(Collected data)
⁂

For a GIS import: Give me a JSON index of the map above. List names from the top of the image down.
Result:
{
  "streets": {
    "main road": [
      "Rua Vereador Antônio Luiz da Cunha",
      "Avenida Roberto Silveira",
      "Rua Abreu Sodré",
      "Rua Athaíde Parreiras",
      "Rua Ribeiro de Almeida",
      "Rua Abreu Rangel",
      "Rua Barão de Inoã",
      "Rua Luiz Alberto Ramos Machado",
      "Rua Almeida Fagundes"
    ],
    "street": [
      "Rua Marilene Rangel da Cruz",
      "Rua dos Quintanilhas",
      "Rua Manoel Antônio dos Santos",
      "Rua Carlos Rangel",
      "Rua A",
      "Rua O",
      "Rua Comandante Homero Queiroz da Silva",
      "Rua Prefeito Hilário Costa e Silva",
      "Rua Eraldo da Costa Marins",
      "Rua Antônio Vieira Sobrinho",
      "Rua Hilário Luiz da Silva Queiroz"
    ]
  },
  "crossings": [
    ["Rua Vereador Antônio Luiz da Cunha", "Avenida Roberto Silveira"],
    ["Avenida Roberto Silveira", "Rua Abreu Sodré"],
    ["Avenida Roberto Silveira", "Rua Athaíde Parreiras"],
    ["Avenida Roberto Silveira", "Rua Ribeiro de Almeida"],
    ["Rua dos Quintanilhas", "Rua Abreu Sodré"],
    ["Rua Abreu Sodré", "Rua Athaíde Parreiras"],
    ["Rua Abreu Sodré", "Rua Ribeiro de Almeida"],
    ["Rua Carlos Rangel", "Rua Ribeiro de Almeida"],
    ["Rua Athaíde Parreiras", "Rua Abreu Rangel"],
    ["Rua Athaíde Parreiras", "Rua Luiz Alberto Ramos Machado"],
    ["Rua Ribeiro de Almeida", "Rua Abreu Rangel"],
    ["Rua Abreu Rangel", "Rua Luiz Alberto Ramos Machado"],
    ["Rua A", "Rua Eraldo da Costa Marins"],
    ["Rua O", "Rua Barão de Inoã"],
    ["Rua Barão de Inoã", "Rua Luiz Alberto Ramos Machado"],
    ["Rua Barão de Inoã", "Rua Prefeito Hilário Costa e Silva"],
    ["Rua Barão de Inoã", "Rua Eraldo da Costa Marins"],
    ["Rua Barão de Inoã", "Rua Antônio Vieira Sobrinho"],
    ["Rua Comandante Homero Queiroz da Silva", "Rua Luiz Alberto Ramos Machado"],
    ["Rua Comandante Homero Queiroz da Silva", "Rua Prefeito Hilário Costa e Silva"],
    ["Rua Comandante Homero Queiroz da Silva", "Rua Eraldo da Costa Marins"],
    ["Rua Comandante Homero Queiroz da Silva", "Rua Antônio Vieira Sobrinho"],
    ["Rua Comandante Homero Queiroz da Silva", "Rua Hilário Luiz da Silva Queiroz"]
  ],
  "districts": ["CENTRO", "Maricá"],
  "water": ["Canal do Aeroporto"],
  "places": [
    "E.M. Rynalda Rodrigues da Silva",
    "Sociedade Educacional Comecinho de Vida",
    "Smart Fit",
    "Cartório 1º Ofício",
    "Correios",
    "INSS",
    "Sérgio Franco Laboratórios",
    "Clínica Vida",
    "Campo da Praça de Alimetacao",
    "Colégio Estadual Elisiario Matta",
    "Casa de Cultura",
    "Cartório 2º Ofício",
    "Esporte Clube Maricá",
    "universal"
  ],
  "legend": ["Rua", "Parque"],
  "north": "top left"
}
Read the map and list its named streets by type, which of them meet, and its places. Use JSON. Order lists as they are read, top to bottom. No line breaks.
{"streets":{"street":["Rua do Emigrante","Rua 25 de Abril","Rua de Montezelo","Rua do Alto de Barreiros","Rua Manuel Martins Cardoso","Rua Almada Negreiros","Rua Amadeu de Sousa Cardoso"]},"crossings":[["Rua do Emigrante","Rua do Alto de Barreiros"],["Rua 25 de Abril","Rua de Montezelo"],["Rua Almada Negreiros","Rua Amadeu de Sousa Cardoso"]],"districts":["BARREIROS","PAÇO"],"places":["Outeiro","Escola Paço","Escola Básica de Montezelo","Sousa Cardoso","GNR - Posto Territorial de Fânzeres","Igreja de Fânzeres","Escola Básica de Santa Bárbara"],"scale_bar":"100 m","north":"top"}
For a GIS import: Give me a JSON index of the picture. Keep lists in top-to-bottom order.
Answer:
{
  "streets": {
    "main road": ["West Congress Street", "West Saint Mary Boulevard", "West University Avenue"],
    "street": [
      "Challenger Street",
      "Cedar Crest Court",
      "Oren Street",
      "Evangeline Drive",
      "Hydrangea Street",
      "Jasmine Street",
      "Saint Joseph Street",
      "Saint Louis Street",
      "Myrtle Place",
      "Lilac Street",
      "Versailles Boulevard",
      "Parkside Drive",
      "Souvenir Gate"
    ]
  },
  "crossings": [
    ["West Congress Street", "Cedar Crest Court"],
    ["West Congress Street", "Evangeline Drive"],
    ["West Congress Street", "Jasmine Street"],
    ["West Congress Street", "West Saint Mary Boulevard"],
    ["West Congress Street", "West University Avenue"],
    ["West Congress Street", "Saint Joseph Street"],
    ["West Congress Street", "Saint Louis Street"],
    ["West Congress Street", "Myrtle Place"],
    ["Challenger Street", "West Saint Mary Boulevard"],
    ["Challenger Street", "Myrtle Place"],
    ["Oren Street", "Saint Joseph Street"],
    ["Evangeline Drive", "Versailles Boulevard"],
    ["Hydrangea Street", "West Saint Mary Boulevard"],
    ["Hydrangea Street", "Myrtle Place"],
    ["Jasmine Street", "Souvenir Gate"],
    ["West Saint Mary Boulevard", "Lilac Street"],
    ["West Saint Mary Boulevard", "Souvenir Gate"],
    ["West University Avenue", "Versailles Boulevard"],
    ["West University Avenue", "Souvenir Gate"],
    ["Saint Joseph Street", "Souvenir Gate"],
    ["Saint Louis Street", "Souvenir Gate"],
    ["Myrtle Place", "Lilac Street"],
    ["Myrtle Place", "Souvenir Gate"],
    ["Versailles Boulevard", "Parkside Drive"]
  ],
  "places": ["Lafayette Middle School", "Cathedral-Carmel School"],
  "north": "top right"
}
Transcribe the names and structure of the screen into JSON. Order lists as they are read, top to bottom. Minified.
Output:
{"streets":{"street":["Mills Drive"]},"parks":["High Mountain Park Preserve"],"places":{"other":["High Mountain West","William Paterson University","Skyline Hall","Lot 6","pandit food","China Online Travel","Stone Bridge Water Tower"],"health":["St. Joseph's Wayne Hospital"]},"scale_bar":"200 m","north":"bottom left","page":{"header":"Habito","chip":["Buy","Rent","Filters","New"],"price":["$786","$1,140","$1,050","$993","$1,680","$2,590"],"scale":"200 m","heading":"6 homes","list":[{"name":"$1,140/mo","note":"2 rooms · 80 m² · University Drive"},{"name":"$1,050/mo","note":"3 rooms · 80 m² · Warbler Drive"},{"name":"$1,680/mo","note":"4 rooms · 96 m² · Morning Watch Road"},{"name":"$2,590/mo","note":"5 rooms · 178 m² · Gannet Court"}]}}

⁂

- PROMPT
The records above must be reproduced word for word.

- SOLUTION TO THE EXERCISE
For a GIS import: Give me a JSON index of the map above. List names from the top of the image down.
Result:
{
  "streets": {
    "main road": [
      "Rua Vereador Antônio Luiz da Cunha",
      "Avenida Roberto Silveira",
      "Rua Abreu Sodré",
      "Rua Athaíde Parreiras",
      "Rua Ribeiro de Almeida",
      "Rua Abreu Rangel",
      "Rua Barão de Inoã",
      "Rua Luiz Alberto Ramos Machado",
      "Rua Almeida Fagundes"
    ],
    "street": [
      "Rua Marilene Rangel da Cruz",
      "Rua dos Quintanilhas",
      "Rua Manoel Antônio dos Santos",
      "Rua Carlos Rangel",
      "Rua A",
      "Rua O",
      "Rua Comandante Homero Queiroz da Silva",
      "Rua Prefeito Hilário Costa e Silva",
      "Rua Eraldo da Costa Marins",
      "Rua Antônio Vieira Sobrinho",
      "Rua Hilário Luiz da Silva Queiroz"
    ]
  },
  "crossings": [
    ["Rua Vereador Antônio Luiz da Cunha", "Avenida Roberto Silveira"],
    ["Avenida Roberto Silveira", "Rua Abreu Sodré"],
    ["Avenida Roberto Silveira", "Rua Athaíde Parreiras"],
    ["Avenida Roberto Silveira", "Rua Ribeiro de Almeida"],
    ["Rua dos Quintanilhas", "Rua Abreu Sodré"],
    ["Rua Abreu Sodré", "Rua Athaíde Parreiras"],
    ["Rua Abreu Sodré", "Rua Ribeiro de Almeida"],
    ["Rua Carlos Rangel", "Rua Ribeiro de Almeida"],
    ["Rua Athaíde Parreiras", "Rua Abreu Rangel"],
    ["Rua Athaíde Parreiras", "Rua Luiz Alberto Ramos Machado"],
    ["Rua Ribeiro de Almeida", "Rua Abreu Rangel"],
    ["Rua Abreu Rangel", "Rua Luiz Alberto Ramos Machado"],
    ["Rua A", "Rua Eraldo da Costa Marins"],
    ["Rua O", "Rua Barão de Inoã"],
    ["Rua Barão de Inoã", "Rua Luiz Alberto Ramos Machado"],
    ["Rua Barão de Inoã", "Rua Prefeito Hilário Costa e Silva"],
    ["Rua Barão de Inoã", "Rua Eraldo da Costa Marins"],
    ["Rua Barão de Inoã", "Rua Antônio Vieira Sobrinho"],
    ["Rua Comandante Homero Queiroz da Silva", "Rua Luiz Alberto Ramos Machado"],
    ["Rua Comandante Homero Queiroz da Silva", "Rua Prefeito Hilário Costa e Silva"],
    ["Rua Comandante Homero Queiroz da Silva", "Rua Eraldo da Costa Marins"],
    ["Rua Comandante Homero Queiroz da Silva", "Rua Antônio Vieira Sobrinho"],
    ["Rua Comandante Homero Queiroz da Silva", "Rua Hilário Luiz da Silva Queiroz"]
  ],
  "districts": ["CENTRO", "Maricá"],
  "water": ["Canal do Aeroporto"],
  "places": [
    "E.M. Rynalda Rodrigues da Silva",
    "Sociedade Educacional Comecinho de Vida",
    "Smart Fit",
    "Cartório 1º Ofício",
    "Correios",
    "INSS",
    "Sérgio Franco Laboratórios",
    "Clínica Vida",
    "Campo da Praça de Alimetacao",
    "Colégio Estadual Elisiario Matta",
    "Casa de Cultura",
    "Cartório 2º Ofício",
    "Esporte Clube Maricá",
    "universal"
  ],
  "legend": ["Rua", "Parque"],
  "north": "top left"
}
Read the map and list its named streets by type, which of them meet, and its places. Use JSON. Order lists as they are read, top to bottom. No line breaks.
{"streets":{"street":["Rua do Emigrante","Rua 25 de Abril","Rua de Montezelo","Rua do Alto de Barreiros","Rua Manuel Martins Cardoso","Rua Almada Negreiros","Rua Amadeu de Sousa Cardoso"]},"crossings":[["Rua do Emigrante","Rua do Alto de Barreiros"],["Rua 25 de Abril","Rua de Montezelo"],["Rua Almada Negreiros","Rua Amadeu de Sousa Cardoso"]],"districts":["BARREIROS","PAÇO"],"places":["Outeiro","Escola Paço","Escola Básica de Montezelo","Sousa Cardoso","GNR - Posto Territorial de Fânzeres","Igreja de Fânzeres","Escola Básica de Santa Bárbara"],"scale_bar":"100 m","north":"top"}
For a GIS import: Give me a JSON index of the picture. Keep lists in top-to-bottom order.
Answer:
{
  "streets": {
    "main road": ["West Congress Street", "West Saint Mary Boulevard", "West University Avenue"],
    "street": [
      "Challenger Street",
      "Cedar Crest Court",
      "Oren Street",
      "Evangeline Drive",
      "Hydrangea Street",
      "Jasmine Street",
      "Saint Joseph Street",
      "Saint Louis Street",
      "Myrtle Place",
      "Lilac Street",
      "Versailles Boulevard",
      "Parkside Drive",
      "Souvenir Gate"
    ]
  },
  "crossings": [
    ["West Congress Street", "Cedar Crest Court"],
    ["West Congress Street", "Evangeline Drive"],
    ["West Congress Street", "Jasmine Street"],
    ["West Congress Street", "West Saint Mary Boulevard"],
    ["West Congress Street", "West University Avenue"],
    ["West Congress Street", "Saint Joseph Street"],
    ["West Congress Street", "Saint Louis Street"],
    ["West Congress Street", "Myrtle Place"],
    ["Challenger Street", "West Saint Mary Boulevard"],
    ["Challenger Street", "Myrtle Place"],
    ["Oren Street", "Saint Joseph Street"],
    ["Evangeline Drive", "Versailles Boulevard"],
    ["Hydrangea Street", "West Saint Mary Boulevard"],
    ["Hydrangea Street", "Myrtle Place"],
    ["Jasmine Street", "Souvenir Gate"],
    ["West Saint Mary Boulevard", "Lilac Street"],
    ["West Saint Mary Boulevard", "Souvenir Gate"],
    ["West University Avenue", "Versailles Boulevard"],
    ["West University Avenue", "Souvenir Gate"],
    ["Saint Joseph Street", "Souvenir Gate"],
    ["Saint Louis Street", "Souvenir Gate"],
    ["Myrtle Place", "Lilac Street"],
    ["Myrtle Place", "Souvenir Gate"],
    ["Versailles Boulevard", "Parkside Drive"]
  ],
  "places": ["Lafayette Middle School", "Cathedral-Carmel School"],
  "north": "top right"
}
Transcribe the names and structure of the screen into JSON. Order lists as they are read, top to bottom. Minified.
Output:
{"streets":{"street":["Mills Drive"]},"parks":["High Mountain Park Preserve"],"places":{"other":["High Mountain West","William Paterson University","Skyline Hall","Lot 6","pandit food","China Online Travel","Stone Bridge Water Tower"],"health":["St. Joseph's Wayne Hospital"]},"scale_bar":"200 m","north":"bottom left","page":{"header":"Habito","chip":["Buy","Rent","Filters","New"],"price":["$786","$1,140","$1,050","$993","$1,680","$2,590"],"scale":"200 m","heading":"6 homes","list":[{"name":"$1,140/mo","note":"2 rooms · 80 m² · University Drive"},{"name":"$1,050/mo","note":"3 rooms · 80 m² · Warbler Drive"},{"name":"$1,680/mo","note":"4 rooms · 96 m² · Morning Watch Road"},{"name":"$2,590/mo","note":"5 rooms · 178 m² · Gannet Court"}]}}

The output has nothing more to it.